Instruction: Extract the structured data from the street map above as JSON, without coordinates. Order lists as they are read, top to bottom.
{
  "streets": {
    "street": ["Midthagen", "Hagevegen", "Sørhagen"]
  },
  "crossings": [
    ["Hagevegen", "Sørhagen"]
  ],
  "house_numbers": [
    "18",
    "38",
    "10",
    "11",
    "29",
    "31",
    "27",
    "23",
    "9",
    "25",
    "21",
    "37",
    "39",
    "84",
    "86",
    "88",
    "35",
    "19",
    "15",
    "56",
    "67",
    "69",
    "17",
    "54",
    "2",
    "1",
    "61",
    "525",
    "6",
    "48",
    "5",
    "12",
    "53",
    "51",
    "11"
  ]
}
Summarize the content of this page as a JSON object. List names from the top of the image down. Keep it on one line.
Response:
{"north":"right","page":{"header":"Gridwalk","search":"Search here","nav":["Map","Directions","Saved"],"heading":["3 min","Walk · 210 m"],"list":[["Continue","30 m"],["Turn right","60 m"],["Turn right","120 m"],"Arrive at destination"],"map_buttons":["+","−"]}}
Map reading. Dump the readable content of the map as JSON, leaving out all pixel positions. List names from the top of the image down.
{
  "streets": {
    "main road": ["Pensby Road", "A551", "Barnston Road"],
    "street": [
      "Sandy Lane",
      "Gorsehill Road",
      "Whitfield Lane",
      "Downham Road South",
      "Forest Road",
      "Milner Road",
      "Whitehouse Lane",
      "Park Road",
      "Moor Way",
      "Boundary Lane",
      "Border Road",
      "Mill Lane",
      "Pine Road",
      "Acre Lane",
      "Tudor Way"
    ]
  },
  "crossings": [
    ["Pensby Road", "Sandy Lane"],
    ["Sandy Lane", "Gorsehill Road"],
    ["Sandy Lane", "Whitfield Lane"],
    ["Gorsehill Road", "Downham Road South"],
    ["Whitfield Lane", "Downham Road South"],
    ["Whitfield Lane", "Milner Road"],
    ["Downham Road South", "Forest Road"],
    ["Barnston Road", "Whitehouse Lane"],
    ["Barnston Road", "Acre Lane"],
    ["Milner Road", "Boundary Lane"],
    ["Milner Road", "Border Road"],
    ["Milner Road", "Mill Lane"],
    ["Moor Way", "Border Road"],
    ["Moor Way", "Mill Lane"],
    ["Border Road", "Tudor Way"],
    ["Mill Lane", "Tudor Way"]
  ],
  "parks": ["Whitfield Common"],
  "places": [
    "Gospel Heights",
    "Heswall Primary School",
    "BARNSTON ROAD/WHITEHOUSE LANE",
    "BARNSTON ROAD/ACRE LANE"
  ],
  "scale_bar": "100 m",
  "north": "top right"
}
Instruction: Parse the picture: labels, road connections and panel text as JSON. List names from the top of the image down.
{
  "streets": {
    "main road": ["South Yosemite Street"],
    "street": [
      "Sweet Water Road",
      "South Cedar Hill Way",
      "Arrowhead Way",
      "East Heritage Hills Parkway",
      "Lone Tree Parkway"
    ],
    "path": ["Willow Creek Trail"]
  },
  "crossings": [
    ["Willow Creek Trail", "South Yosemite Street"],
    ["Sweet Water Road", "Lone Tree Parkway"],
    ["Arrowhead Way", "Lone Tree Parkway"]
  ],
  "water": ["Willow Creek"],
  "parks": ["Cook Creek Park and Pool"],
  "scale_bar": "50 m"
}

_ _ _ _

▶ _Exercise objective_:
Keeping every line exactly as it is, retype the listing.

▶ _Written solution_:
Instruction: Extract the structured data from the street map above as JSON, without coordinates. Order lists as they are read, top to bottom.
{
  "streets": {
    "street": ["Midthagen", "Hagevegen", "Sørhagen"]
  },
  "crossings": [
    ["Hagevegen", "Sørhagen"]
  ],
  "house_numbers": [
    "18",
    "38",
    "10",
    "11",
    "29",
    "31",
    "27",
    "23",
    "9",
    "25",
    "21",
    "37",
    "39",
    "84",
    "86",
    "88",
    "35",
    "19",
    "15",
    "56",
    "67",
    "69",
    "17",
    "54",
    "2",
    "1",
    "61",
    "525",
    "6",
    "48",
    "5",
    "12",
    "53",
    "51",
    "11"
  ]
}
Summarize the content of this page as a JSON object. List names from the top of the image down. Keep it on one line.
Response:
{"north":"right","page":{"header":"Gridwalk","search":"Search here","nav":["Map","Directions","Saved"],"heading":["3 min","Walk · 210 m"],"list":[["Continue","30 m"],["Turn right","60 m"],["Turn right","120 m"],"Arrive at destination"],"map_buttons":["+","−"]}}
Map reading. Dump the readable content of the map as JSON, leaving out all pixel positions. List names from the top of the image down.
{
  "streets": {
    "main road": ["Pensby Road", "A551", "Barnston Road"],
    "street": [
      "Sandy Lane",
      "Gorsehill Road",
      "Whitfield Lane",
      "Downham Road South",
      "Forest Road",
      "Milner Road",
      "Whitehouse Lane",
      "Park Road",
      "Moor Way",
      "Boundary Lane",
      "Border Road",
      "Mill Lane",
      "Pine Road",
      "Acre Lane",
      "Tudor Way"
    ]
  },
  "crossings": [
    ["Pensby Road", "Sandy Lane"],
    ["Sandy Lane", "Gorsehill Road"],
    ["Sandy Lane", "Whitfield Lane"],
    ["Gorsehill Road", "Downham Road South"],
    ["Whitfield Lane", "Downham Road South"],
    ["Whitfield Lane", "Milner Road"],
    ["Downham Road South", "Forest Road"],
    ["Barnston Road", "Whitehouse Lane"],
    ["Barnston Road", "Acre Lane"],
    ["Milner Road", "Boundary Lane"],
    ["Milner Road", "Border Road"],
    ["Milner Road", "Mill Lane"],
    ["Moor Way", "Border Road"],
    ["Moor Way", "Mill Lane"],
    ["Border Road", "Tudor Way"],
    ["Mill Lane", "Tudor Way"]
  ],
  "parks": ["Whitfield Common"],
  "places": [
    "Gospel Heights",
    "Heswall Primary School",
    "BARNSTON ROAD/WHITEHOUSE LANE",
    "BARNSTON ROAD/ACRE LANE"
  ],
  "scale_bar": "100 m",
  "north": "top right"
}
Instruction: Parse the picture: labels, road connections and panel text as JSON. List names from the top of the image down.
{
  "streets": {
    "main road": ["South Yosemite Street"],
    "street": [
      "Sweet Water Road",
      "South Cedar Hill Way",
      "Arrowhead Way",
      "East Heritage Hills Parkway",
      "Lone Tree Parkway"
    ],
    "path": ["Willow Creek Trail"]
  },
  "crossings": [
    ["Willow Creek Trail", "South Yosemite Street"],
    ["Sweet Water Road", "Lone Tree Parkway"],
    ["Arrowhead Way", "Lone Tree Parkway"]
  ],
  "water": ["Willow Creek"],
  "parks": ["Cook Creek Park and Pool"],
  "scale_bar": "50 m"
}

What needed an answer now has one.